| Problem details |
Whichever lines of the material contain "strokeStyle", copy each of them.

| Data shown |
--------

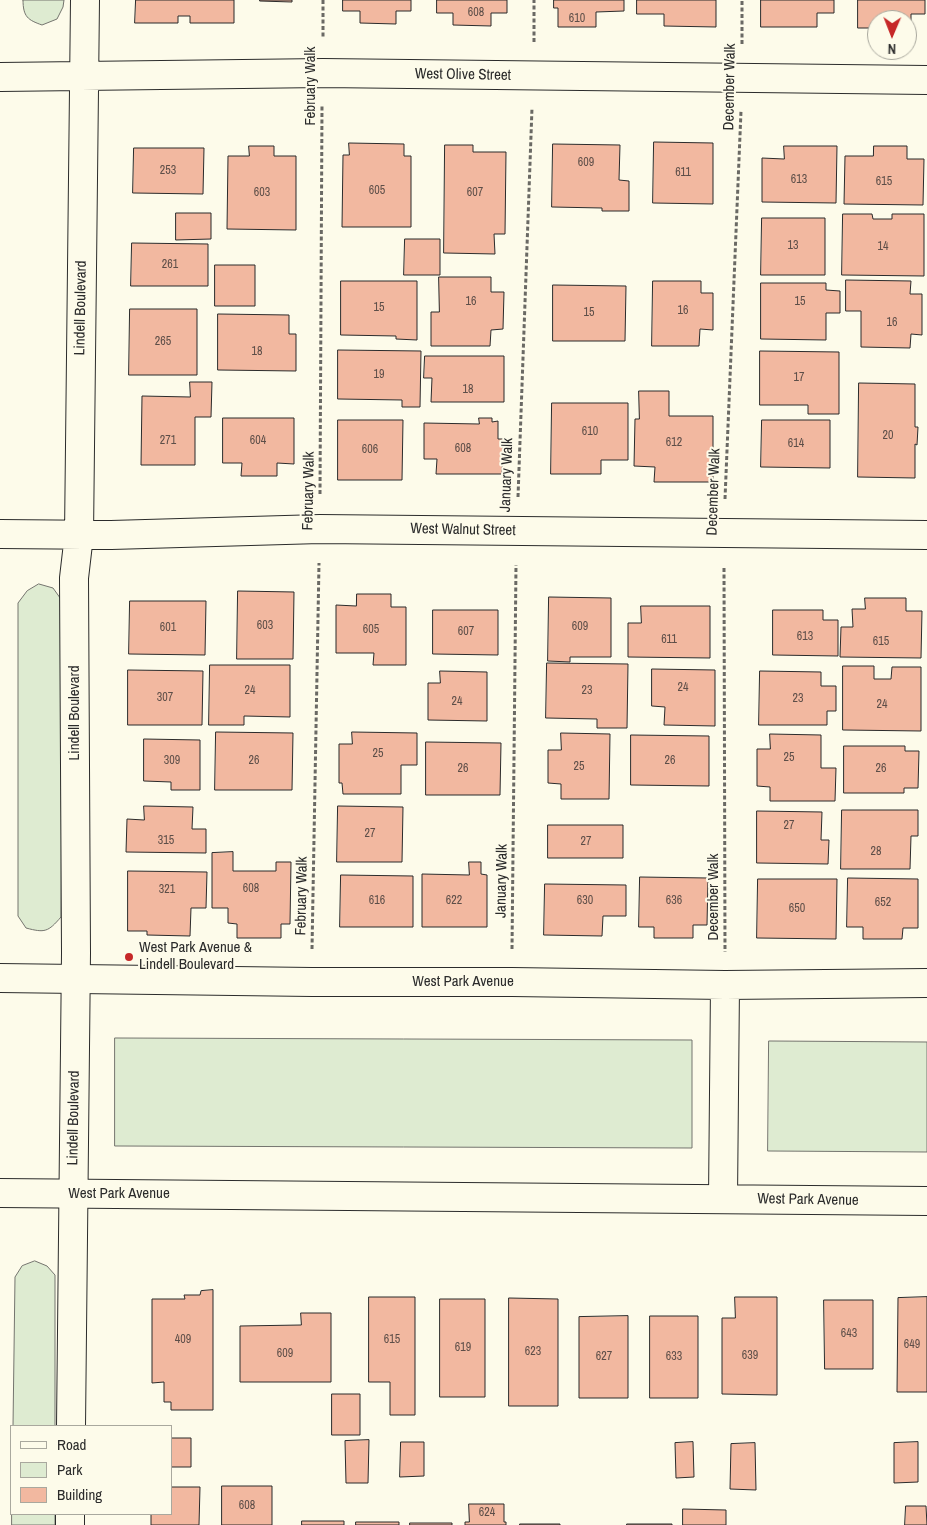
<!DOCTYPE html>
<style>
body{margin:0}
#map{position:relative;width:927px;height:1525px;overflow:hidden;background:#fdfbea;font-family:"Archivo Narrow",sans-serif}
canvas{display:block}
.legend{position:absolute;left:10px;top:1425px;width:162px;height:90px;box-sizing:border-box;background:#fdfbea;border:1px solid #a9a89e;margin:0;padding:6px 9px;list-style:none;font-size:15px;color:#2b2b2b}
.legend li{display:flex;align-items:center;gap:10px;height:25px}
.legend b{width:25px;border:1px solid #a9a89e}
.north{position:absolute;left:867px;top:10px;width:50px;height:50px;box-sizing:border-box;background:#fdfbea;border:1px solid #a9a89e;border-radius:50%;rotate:181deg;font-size:14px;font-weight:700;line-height:20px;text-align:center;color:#2b2b2b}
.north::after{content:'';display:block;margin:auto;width:18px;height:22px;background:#c62828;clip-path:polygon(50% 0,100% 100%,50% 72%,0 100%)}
</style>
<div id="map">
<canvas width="927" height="1525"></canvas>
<ul class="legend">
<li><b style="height:6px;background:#fdfbea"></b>Road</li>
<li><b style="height:14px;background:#deebd1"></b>Park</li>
<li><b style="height:14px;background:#f2b8a0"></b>Building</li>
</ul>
<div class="north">N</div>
</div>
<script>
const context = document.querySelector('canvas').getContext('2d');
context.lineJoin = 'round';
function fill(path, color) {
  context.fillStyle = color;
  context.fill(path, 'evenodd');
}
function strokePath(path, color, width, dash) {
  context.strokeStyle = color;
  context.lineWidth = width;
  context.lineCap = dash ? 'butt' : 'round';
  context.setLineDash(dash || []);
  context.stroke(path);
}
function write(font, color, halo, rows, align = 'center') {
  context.font = font + ' "Archivo Narrow",sans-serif';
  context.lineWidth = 4;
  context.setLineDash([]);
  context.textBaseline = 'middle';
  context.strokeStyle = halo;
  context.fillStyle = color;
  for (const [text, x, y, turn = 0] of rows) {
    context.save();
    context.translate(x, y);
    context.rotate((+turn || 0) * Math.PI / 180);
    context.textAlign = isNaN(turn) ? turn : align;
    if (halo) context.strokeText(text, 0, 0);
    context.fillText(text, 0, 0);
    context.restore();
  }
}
const green = new Path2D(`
 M23,0H64L63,7L57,19L42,25C28,20 23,17 23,0Z
 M39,584L53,588L63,602L61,917C48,932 45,933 26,928L18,916V603L27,591Z
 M115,1038L692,1040V1148L115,1146Z
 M769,1041L927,1042V1152L768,1151Z
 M35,1261L47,1266L55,1275V1426H13L15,1277L22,1266Z
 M12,1514H55V1525H12Z`);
const building = new Path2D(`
 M136,0H234V23H190V16H178V23H135Z
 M260,0H292V2L260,1Z
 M343,0H411V11H396V24L360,23V11H343Z
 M437,0H507V13H491V26L453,25V13H437Z
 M554,0H624V11L596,12V27H558V8H554Z
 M637,0H716V27L664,26V14H637Z
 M761,0H834V13H817V27H761Z
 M858,0H925V14H911V28H907V20H877V28H858Z
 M654,142L713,143V204L653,203Z
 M349,143L404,144V156H411V227H342L343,155H349Z
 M553,144L620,145L619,180L629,181V211H602V208L552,207Z
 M445,145H473V152H506L505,234H494L495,254L444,253Z
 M249,146H274V156H296V230L227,229L228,156H249Z
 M784,146H837L836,203L762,202V158L784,159Z
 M874,146H907V159H924L923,205L844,204L845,156H873Z
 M134,148H204L203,194L133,193Z
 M176,213H211V239L176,240Z
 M843,214H872L873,219H892V214H924V276L842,275Z
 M762,218H825V275H761Z
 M405,239H440V275H404Z
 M132,243L208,244V286H131Z
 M215,265H255V306H215Z
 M439,277H491V292H504L503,329L491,330L490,346H431V312H439Z
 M846,280L911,281L910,294H922V335L911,334L910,348L861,347V311H846Z
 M341,281H417V340L396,339V336L341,335Z
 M653,281H701V293H713V330L700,329L699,346H652Z
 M761,283H826V290L840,291V313H826V340L761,339Z
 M553,285L626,286L625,341H553Z
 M130,309H197V375H129Z
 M218,314L289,315V334H296V371L218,370Z
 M338,350L421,351L420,407H402V400L338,399Z
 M760,351L839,352V414H808V405H760Z
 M425,356H504V402H431L432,378H424Z
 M190,382H212L211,417H195V465H141L142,396L190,397Z
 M859,383L915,384V427H918L917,445L915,444V478L858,477Z
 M639,391H669V416H713V482H654L655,467L634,466L635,419H639Z
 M552,403H628V460H601V474H551Z
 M223,418H294V464L277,463V476H241L242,463H223Z
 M479,418H492V422L498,421V439H503L502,474H436L437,459H424V423L479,424Z
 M338,420H403L402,480H338Z
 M762,420H830V468L761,467Z
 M238,591L294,592L293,659H237Z
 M357,594H391V607H406V665H373L374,653H336V605L356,606Z
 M549,597L611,598V657H570V662L548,661Z
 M865,598H906V611H922L921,658L840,657L841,627H853L852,609H865Z
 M130,601H206L205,655L129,654Z
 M641,606H710V658L628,657V623H641Z
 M433,610H498V655L433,654Z
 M773,610H823V620H838V656L773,655Z
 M547,663L628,664L627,728H597V719L546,718Z
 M210,665H290V717L244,716V725H209Z
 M843,666H874V679H891L892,667H921V731L843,730Z
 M652,669L715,670V726L664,725L665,707L652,706Z
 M128,670L203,671L202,725H128Z
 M440,671L487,672V721L428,720V683H440Z
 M760,671L821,672V686H836V711H827V725H759Z
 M216,732L293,733L292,790H215Z
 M352,732L417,733V765H401V794H343L342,783H339V744H352Z
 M561,733L610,734L609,799H561V784L548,783V750H561Z
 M770,734L821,735V768H836L835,801H770V787L757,786V749H770Z
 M631,735L709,736V786L631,785Z
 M144,739L200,740V790H171V782L144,781Z
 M426,742L501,743L500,795H426Z
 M844,746H905V751H919L918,788H904V793H844Z
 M144,806L193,807L192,829H206V853L126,852L127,819L144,820Z
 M338,806L403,807L402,862H337Z
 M842,810H918V836H911L910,869H841Z
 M757,811L822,812L821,840H829L828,864L757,863Z
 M548,825H623V858H548Z
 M233,852V871H276V862H291L290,924H281V938H237V924L228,923V908H212V853Z
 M469,862H481V874L487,875V927H422V874L469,875Z
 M128,871L207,872L206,908H191L190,936L147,935V931H128Z
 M341,875L413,876V927H340Z
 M640,877L708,878L707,925H693V938H654V927H639Z
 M848,878L918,879V928H903L902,939H863V927H847Z
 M758,879H837L836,939L757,938Z
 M545,884L626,885V916H603L602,936L544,935Z
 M213,1290V1410H171V1402H164V1382L152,1383V1299H185L184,1295H200L201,1291Z
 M369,1297H415V1415H390V1382H369Z
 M735,1297H777V1395L722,1394V1318H735Z
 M927,1297V1392H897L898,1298Z
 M509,1298L558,1299V1406H509Z
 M440,1299H485V1397H440Z
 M824,1300H873V1369H825Z
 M301,1313H331V1382H240V1326L301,1325Z
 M628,1316V1398H579V1317Z
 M650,1316H698V1398H650Z
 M332,1394H360V1435H332Z
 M171,1438H191V1467H171Z
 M369,1440L368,1483H346L345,1441Z
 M401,1442H424V1476L400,1477Z
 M693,1442L694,1477L676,1478L675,1443Z
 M918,1442V1482L894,1483V1443Z
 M755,1443L756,1490L730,1489L731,1444Z
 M222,1486H272V1525H222Z
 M171,1487H200L199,1525H151V1514H171Z
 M469,1504H504V1522H506V1525H465V1522H469Z
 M906,1506H926L927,1525H905Z
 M683,1509L726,1510V1525H683Z
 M302,1521H344V1525H302Z
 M356,1522H399V1525H356Z
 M410,1523H452V1525H410Z
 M520,1524H560V1525H520Z
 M627,1524H672V1525H627Z`);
const path = new Path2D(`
 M323,0V39
 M534,42V0
 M742,44V0
 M320,494L322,106
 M518,497L532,108
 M725,499L741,111
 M724,568L725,952
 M312,949L319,563
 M512,949L516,565`);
const minor = new Path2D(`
 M0,77L323,73L927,80
 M0,534L111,535L320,529L927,535
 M71,1426L76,953L74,578L79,535L85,0
 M70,1525V1514`);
const highway = new Path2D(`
 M0,978L312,982H512L725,985L927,983
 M0,1193L927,1201
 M723,1199L725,985`);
const markers = [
 [129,957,5,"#c62828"]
];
const numberNames = [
 ["608",476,13],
 ["610",577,19],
 ["609",586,163],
 ["253",168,171],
 ["611",683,173],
 ["613",799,180],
 ["615",884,182],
 ["605",377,191],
 ["603",262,193],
 ["607",475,193],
 ["13",793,246],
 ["14",883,247],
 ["261",170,265],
 ["16",471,302],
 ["15",800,302],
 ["15",379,308],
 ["16",683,311],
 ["15",589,313],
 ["16",892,323],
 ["265",163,342],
 ["18",257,352],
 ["19",379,375],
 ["17",799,378],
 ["18",468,390],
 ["610",590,432],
 ["20",888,436],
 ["271",168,441],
 ["604",258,441],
 ["612",674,443],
 ["614",796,444],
 ["608",463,449],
 ["606",370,450],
 ["603",265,626],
 ["609",580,627],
 ["601",168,628],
 ["605",371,630],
 ["607",466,632],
 ["613",805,637],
 ["611",669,640],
 ["615",881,642],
 ["24",683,688],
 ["24",250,691],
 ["23",587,691],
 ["307",165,698],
 ["23",798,699],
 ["24",457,702],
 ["24",882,705],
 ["25",378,754],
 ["25",789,758],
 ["309",172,761],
 ["26",254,761],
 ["26",670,761],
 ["25",579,767],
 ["26",463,769],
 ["26",881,769],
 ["27",789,826],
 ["27",370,834],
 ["315",166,841],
 ["27",586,842],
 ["28",876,852],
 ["608",251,889],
 ["321",167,890],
 ["616",377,901],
 ["622",454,901],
 ["630",585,901],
 ["636",674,901],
 ["652",883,903],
 ["650",797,909],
 ["643",849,1334],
 ["409",183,1340],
 ["615",392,1340],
 ["649",912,1345],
 ["619",463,1348],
 ["623",533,1352],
 ["609",285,1354],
 ["639",750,1356],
 ["627",604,1357],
 ["633",674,1357],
 ["608",247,1506],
 ["624",487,1513]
];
const streetNames = [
 ["West Olive Street",463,75,1],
 ["February Walk",311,86,-90],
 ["December Walk",730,87,-89],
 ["Lindell Boulevard",81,308,-89],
 ["January Walk",507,475,-88],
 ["February Walk",309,491,-89],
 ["December Walk",714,492,-88],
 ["West Walnut Street",463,530,1],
 ["Lindell Boulevard",75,713,-90],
 ["January Walk",502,881,-89],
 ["February Walk",302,896,-89],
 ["December Walk",714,897,-90],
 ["West Park Avenue",463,982],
 ["Lindell Boulevard",74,1118,-89],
 ["West Park Avenue",119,1194],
 ["West Park Avenue",808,1200,1]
];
const poiNames = [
 ["West Park Avenue &",139,948],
 ["Lindell Boulevard",139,965]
];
fill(green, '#deebd1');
strokePath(green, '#74746e', 1);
fill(building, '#f2b8a0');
strokePath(building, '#2b2b2b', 1);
strokePath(minor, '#2b2b2b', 30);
strokePath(highway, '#2b2b2b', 30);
strokePath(path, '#6a6964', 3, [4, 2.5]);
strokePath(minor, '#fdfbea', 28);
strokePath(highway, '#fdfbea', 28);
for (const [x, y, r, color] of markers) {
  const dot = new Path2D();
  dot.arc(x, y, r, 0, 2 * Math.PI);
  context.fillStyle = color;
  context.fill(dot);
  strokePath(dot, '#fdfbea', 2);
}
write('12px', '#5d4e48', null, numberNames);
write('15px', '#2b2b2b', '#fdfbea', streetNames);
write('15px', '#2b2b2b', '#fdfbea', poiNames, 'left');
</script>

--------

| Answer to the exercise |
  context.strokeStyle = color;
  context.strokeStyle = halo;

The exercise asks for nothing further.